Exercise instructions - Across all entries below, how many lines include "absolute"? Only the number, please.

[Stored data entries]
-- Opening Marker --

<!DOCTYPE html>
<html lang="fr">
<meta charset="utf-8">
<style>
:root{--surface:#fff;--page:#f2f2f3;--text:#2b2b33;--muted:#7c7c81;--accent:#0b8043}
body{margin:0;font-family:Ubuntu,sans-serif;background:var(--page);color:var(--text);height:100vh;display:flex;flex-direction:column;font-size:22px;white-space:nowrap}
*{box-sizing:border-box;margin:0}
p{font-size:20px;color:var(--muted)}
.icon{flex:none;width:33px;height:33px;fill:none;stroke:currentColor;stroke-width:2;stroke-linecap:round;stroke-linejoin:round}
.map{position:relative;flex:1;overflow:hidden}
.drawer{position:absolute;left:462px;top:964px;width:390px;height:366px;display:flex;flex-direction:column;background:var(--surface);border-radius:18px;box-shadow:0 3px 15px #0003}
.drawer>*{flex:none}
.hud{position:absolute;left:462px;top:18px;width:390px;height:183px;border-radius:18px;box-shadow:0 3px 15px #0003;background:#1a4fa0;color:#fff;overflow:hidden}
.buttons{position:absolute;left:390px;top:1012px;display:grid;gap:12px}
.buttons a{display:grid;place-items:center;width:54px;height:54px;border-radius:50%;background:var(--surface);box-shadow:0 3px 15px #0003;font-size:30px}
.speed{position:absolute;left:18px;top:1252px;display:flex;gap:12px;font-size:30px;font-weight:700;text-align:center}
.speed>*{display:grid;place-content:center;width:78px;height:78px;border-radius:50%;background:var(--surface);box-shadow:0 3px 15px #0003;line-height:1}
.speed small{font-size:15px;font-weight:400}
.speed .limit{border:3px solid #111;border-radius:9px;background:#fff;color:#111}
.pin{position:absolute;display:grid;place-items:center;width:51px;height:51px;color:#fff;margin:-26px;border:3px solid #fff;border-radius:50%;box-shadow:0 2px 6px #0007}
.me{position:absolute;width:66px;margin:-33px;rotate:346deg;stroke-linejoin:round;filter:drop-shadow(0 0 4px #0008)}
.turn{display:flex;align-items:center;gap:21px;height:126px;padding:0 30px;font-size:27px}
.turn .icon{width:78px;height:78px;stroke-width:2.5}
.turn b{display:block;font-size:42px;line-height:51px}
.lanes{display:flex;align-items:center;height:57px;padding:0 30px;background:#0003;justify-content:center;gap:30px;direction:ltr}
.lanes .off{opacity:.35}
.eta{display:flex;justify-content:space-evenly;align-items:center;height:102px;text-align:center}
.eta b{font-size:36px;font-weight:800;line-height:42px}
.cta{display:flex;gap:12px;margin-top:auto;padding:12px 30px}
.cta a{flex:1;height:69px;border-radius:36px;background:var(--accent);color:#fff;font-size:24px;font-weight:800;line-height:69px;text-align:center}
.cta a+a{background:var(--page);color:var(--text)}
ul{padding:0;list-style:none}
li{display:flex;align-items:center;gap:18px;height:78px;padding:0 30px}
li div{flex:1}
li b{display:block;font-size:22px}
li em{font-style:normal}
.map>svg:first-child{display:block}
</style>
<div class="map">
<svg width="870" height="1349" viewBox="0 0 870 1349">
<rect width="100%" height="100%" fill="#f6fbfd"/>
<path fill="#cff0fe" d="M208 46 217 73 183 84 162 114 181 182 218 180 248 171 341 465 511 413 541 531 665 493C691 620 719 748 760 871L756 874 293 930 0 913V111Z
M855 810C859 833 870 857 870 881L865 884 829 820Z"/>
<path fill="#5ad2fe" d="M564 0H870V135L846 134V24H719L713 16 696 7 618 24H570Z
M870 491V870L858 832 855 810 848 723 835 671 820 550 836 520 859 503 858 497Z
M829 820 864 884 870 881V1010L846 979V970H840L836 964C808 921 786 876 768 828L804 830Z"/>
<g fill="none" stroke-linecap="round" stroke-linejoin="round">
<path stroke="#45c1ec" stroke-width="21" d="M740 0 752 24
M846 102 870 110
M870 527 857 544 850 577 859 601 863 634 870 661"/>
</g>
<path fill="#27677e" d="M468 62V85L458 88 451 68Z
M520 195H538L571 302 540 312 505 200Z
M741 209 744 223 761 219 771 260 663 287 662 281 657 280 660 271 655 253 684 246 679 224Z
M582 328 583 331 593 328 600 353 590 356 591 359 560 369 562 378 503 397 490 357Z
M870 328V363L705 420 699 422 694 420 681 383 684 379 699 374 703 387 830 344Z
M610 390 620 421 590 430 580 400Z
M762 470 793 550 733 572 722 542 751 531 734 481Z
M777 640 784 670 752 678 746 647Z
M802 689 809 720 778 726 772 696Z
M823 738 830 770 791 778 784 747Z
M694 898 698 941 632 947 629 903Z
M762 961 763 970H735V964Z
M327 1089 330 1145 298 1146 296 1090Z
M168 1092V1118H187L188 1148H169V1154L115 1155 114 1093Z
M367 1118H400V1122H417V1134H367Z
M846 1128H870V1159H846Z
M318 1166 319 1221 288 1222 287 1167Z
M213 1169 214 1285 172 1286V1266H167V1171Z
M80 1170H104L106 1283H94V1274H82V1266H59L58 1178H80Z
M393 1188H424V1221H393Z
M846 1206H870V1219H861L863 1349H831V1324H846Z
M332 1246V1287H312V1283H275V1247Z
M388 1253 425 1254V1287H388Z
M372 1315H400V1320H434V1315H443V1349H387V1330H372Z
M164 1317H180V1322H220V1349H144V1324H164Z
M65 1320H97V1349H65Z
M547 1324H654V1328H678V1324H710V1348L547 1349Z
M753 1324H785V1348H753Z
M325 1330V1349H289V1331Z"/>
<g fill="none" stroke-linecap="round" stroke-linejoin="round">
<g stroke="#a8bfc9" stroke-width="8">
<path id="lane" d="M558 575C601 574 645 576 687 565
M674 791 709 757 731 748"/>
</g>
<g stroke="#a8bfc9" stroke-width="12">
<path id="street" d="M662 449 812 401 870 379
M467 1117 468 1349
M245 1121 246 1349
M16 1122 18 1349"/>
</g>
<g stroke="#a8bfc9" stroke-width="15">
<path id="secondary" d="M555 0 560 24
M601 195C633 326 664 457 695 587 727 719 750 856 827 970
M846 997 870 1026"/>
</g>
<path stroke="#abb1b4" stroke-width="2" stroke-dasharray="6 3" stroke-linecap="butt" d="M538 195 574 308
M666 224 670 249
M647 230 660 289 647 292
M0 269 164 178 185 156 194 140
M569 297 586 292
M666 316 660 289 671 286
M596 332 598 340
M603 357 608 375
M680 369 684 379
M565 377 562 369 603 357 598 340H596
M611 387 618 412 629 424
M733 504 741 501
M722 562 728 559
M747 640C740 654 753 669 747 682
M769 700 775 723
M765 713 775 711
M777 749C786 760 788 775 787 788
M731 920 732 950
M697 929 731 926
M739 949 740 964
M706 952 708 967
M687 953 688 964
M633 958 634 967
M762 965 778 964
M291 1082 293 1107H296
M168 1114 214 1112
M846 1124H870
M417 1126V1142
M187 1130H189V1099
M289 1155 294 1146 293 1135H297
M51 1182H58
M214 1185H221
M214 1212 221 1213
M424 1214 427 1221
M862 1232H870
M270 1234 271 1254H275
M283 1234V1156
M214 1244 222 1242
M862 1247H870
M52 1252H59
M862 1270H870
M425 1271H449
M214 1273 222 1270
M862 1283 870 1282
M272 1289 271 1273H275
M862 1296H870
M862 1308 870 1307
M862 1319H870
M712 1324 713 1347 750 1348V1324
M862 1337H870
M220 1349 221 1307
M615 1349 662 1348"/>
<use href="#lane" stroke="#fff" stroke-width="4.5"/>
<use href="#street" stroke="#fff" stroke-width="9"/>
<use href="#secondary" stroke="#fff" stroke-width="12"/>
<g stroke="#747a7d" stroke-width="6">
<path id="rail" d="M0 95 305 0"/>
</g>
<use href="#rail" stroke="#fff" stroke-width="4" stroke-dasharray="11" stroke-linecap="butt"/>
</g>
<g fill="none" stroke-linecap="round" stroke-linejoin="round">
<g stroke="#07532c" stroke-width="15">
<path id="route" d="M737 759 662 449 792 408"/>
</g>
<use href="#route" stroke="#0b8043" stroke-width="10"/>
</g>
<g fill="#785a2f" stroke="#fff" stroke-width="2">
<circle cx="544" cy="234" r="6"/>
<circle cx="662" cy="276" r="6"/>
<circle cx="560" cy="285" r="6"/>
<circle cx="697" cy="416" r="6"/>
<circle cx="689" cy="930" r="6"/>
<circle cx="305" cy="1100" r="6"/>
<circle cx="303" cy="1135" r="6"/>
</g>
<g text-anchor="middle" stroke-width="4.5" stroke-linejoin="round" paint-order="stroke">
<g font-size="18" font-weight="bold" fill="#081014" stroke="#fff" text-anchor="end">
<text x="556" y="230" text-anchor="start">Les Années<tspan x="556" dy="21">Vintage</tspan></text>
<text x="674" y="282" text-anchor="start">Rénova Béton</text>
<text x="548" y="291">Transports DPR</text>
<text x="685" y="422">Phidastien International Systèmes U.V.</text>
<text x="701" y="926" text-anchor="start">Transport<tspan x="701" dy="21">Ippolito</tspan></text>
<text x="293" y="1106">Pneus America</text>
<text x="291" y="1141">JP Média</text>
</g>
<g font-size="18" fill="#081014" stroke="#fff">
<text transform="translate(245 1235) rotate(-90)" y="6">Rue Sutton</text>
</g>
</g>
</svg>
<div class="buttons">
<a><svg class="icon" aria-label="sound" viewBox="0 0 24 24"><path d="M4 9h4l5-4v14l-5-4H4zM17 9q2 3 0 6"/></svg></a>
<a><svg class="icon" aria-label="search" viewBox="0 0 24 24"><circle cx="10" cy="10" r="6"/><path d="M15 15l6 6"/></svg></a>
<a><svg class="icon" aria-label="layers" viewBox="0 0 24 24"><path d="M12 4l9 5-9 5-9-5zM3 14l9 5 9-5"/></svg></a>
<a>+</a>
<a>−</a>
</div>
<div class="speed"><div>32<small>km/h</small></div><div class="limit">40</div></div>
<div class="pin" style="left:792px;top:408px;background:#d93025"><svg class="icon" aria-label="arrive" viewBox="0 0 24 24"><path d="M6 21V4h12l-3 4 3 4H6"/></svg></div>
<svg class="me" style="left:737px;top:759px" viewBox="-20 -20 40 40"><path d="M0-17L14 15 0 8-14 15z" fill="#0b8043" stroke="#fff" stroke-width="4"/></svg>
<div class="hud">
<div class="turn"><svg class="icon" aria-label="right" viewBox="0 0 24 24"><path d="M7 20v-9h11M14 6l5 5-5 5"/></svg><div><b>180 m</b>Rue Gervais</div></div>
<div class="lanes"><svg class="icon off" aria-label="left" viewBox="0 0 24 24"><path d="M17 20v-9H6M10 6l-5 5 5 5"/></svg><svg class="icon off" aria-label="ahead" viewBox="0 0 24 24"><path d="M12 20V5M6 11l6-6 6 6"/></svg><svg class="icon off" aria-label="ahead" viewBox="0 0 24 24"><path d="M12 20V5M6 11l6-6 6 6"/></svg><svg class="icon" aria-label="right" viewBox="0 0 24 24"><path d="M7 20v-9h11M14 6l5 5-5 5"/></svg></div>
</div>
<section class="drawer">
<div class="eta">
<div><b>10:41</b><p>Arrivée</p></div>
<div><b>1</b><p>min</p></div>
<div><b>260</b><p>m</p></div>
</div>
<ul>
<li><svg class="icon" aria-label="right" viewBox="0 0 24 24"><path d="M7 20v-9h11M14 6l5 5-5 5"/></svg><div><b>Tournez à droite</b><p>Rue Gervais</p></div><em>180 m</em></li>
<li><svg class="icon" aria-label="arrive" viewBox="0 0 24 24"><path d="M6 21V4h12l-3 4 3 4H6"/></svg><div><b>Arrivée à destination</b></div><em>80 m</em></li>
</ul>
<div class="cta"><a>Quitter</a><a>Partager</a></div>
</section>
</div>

-- Closing Marker --

Expected output - 6